What to work on:
Set down, please, exactly the lines below that run from the line with "width:25px; border:1px solid" to the line with "position:absolute; left:15px; top:15px;", both lines included.

####

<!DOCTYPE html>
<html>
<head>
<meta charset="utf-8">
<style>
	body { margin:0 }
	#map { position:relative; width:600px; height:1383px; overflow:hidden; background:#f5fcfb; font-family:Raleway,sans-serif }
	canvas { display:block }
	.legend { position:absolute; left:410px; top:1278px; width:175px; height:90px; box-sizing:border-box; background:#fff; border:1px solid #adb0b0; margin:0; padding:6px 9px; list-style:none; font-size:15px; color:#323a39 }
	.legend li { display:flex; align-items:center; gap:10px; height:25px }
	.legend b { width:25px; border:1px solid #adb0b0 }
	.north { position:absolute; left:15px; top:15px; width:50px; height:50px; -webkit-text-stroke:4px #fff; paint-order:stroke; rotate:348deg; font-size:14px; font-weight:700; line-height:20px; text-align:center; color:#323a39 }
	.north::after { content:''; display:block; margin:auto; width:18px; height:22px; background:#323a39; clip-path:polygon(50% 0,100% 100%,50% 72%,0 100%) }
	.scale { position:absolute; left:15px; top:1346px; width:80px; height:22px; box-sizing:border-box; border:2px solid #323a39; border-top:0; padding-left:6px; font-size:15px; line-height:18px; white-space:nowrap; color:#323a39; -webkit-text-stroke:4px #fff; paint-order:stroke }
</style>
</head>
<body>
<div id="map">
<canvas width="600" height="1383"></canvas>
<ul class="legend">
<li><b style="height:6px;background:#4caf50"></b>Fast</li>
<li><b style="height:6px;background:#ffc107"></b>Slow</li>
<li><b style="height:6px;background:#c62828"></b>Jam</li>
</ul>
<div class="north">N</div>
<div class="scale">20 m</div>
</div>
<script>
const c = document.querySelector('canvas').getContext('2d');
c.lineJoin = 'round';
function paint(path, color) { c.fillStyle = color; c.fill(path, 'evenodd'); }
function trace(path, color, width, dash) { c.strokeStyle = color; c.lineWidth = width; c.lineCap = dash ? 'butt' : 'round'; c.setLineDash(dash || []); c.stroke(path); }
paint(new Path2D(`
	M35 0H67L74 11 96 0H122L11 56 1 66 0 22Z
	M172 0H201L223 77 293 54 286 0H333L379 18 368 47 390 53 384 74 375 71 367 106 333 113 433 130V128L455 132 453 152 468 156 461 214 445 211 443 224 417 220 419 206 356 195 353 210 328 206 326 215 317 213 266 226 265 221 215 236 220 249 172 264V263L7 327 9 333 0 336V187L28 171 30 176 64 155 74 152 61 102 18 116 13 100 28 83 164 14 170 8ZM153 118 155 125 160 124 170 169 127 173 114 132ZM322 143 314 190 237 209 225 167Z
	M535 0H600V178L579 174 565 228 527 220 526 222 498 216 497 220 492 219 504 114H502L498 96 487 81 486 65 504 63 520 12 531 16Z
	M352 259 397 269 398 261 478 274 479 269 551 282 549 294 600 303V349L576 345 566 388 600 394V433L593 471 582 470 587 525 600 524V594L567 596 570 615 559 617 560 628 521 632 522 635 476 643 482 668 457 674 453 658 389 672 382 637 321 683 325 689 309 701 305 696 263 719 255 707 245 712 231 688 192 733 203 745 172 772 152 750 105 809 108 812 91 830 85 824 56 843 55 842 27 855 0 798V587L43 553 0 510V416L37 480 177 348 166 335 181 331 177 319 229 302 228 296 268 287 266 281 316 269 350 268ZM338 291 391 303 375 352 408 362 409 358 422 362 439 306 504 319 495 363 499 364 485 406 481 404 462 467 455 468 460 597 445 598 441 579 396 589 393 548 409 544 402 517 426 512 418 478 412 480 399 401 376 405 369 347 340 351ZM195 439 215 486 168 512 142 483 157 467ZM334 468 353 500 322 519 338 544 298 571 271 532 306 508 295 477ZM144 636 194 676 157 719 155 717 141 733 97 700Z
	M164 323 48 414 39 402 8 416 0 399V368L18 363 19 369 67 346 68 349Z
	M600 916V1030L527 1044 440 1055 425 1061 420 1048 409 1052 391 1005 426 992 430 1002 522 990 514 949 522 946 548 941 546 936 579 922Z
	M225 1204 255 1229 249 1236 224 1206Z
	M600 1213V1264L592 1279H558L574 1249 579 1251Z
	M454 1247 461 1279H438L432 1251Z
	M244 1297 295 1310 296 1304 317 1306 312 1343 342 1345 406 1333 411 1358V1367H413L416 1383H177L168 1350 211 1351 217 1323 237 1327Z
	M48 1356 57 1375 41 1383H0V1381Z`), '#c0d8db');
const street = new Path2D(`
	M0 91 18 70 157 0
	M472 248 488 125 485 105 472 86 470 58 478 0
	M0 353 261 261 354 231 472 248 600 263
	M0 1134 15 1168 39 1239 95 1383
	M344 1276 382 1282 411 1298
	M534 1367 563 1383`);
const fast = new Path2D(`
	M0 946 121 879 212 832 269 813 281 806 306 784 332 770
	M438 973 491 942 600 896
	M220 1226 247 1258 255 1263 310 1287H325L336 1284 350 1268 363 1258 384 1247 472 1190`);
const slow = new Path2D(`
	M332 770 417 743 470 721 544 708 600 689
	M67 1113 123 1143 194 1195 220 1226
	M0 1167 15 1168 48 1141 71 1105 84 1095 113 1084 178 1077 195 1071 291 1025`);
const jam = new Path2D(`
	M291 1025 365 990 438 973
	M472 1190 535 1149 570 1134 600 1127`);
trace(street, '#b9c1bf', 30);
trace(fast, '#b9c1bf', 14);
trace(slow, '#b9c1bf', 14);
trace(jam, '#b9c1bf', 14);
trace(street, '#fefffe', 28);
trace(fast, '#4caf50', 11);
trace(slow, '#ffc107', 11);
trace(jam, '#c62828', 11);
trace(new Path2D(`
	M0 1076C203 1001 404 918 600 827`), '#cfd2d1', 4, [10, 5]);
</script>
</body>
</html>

####

Answer to this problem:
	.legend b { width:25px; border:1px solid #adb0b0 }
	.north { position:absolute; left:15px; top:15px; width:50px; height:50px; -webkit-text-stroke:4px #fff; paint-order:stroke; rotate:348deg; font-size:14px; font-weight:700; line-height:20px; text-align:center; color:#323a39 }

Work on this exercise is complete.